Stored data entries
┄┄┄┄┄┄┄┄┄┄┄┄┄┄┄┄┄┄┄┄

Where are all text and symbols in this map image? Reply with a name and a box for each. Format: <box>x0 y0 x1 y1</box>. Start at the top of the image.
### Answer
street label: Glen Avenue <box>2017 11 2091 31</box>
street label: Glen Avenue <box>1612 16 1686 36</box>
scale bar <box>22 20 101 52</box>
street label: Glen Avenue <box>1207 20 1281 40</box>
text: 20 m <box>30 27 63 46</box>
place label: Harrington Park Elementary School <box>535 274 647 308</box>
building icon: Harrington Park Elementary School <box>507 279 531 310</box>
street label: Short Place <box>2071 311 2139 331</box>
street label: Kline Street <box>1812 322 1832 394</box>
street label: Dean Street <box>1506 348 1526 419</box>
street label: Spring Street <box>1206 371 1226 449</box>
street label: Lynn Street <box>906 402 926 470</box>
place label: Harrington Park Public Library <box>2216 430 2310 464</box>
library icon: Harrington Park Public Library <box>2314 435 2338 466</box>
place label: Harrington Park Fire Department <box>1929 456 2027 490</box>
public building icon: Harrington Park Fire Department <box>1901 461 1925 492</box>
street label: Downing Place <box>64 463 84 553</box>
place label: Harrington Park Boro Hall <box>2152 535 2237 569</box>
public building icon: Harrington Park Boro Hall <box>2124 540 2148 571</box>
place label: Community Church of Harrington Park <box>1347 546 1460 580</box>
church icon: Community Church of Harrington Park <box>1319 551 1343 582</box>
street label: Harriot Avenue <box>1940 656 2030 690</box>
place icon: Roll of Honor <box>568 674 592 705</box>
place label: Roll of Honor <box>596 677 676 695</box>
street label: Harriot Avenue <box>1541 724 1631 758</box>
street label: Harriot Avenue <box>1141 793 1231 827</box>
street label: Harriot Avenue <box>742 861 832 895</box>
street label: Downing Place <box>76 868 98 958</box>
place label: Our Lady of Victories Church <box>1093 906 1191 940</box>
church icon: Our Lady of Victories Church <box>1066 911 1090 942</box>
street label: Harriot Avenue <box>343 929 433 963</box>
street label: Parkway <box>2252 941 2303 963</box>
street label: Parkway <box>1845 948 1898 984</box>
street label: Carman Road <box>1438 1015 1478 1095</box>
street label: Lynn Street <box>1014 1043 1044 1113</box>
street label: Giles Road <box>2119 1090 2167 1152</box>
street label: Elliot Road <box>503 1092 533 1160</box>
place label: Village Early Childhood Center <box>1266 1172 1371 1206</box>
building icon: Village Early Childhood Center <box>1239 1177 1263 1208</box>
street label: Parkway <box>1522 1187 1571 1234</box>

┄┄┄┄┄┄┄┄┄┄┄┄┄┄┄┄┄┄┄┄

(WHAT YOU SHOULD DO):
The records above should be given again in full, exactly as written.

(WRITTEN SOLUTION):
Where are all text and symbols in this map image? Reply with a name and a box for each. Format: <box>x0 y0 x1 y1</box>. Start at the top of the image.
### Answer
street label: Glen Avenue <box>2017 11 2091 31</box>
street label: Glen Avenue <box>1612 16 1686 36</box>
scale bar <box>22 20 101 52</box>
street label: Glen Avenue <box>1207 20 1281 40</box>
text: 20 m <box>30 27 63 46</box>
place label: Harrington Park Elementary School <box>535 274 647 308</box>
building icon: Harrington Park Elementary School <box>507 279 531 310</box>
street label: Short Place <box>2071 311 2139 331</box>
street label: Kline Street <box>1812 322 1832 394</box>
street label: Dean Street <box>1506 348 1526 419</box>
street label: Spring Street <box>1206 371 1226 449</box>
street label: Lynn Street <box>906 402 926 470</box>
place label: Harrington Park Public Library <box>2216 430 2310 464</box>
library icon: Harrington Park Public Library <box>2314 435 2338 466</box>
place label: Harrington Park Fire Department <box>1929 456 2027 490</box>
public building icon: Harrington Park Fire Department <box>1901 461 1925 492</box>
street label: Downing Place <box>64 463 84 553</box>
place label: Harrington Park Boro Hall <box>2152 535 2237 569</box>
public building icon: Harrington Park Boro Hall <box>2124 540 2148 571</box>
place label: Community Church of Harrington Park <box>1347 546 1460 580</box>
church icon: Community Church of Harrington Park <box>1319 551 1343 582</box>
street label: Harriot Avenue <box>1940 656 2030 690</box>
place icon: Roll of Honor <box>568 674 592 705</box>
place label: Roll of Honor <box>596 677 676 695</box>
street label: Harriot Avenue <box>1541 724 1631 758</box>
street label: Harriot Avenue <box>1141 793 1231 827</box>
street label: Harriot Avenue <box>742 861 832 895</box>
street label: Downing Place <box>76 868 98 958</box>
place label: Our Lady of Victories Church <box>1093 906 1191 940</box>
church icon: Our Lady of Victories Church <box>1066 911 1090 942</box>
street label: Harriot Avenue <box>343 929 433 963</box>
street label: Parkway <box>2252 941 2303 963</box>
street label: Parkway <box>1845 948 1898 984</box>
street label: Carman Road <box>1438 1015 1478 1095</box>
street label: Lynn Street <box>1014 1043 1044 1113</box>
street label: Giles Road <box>2119 1090 2167 1152</box>
street label: Elliot Road <box>503 1092 533 1160</box>
place label: Village Early Childhood Center <box>1266 1172 1371 1206</box>
building icon: Village Early Childhood Center <box>1239 1177 1263 1208</box>
street label: Parkway <box>1522 1187 1571 1234</box>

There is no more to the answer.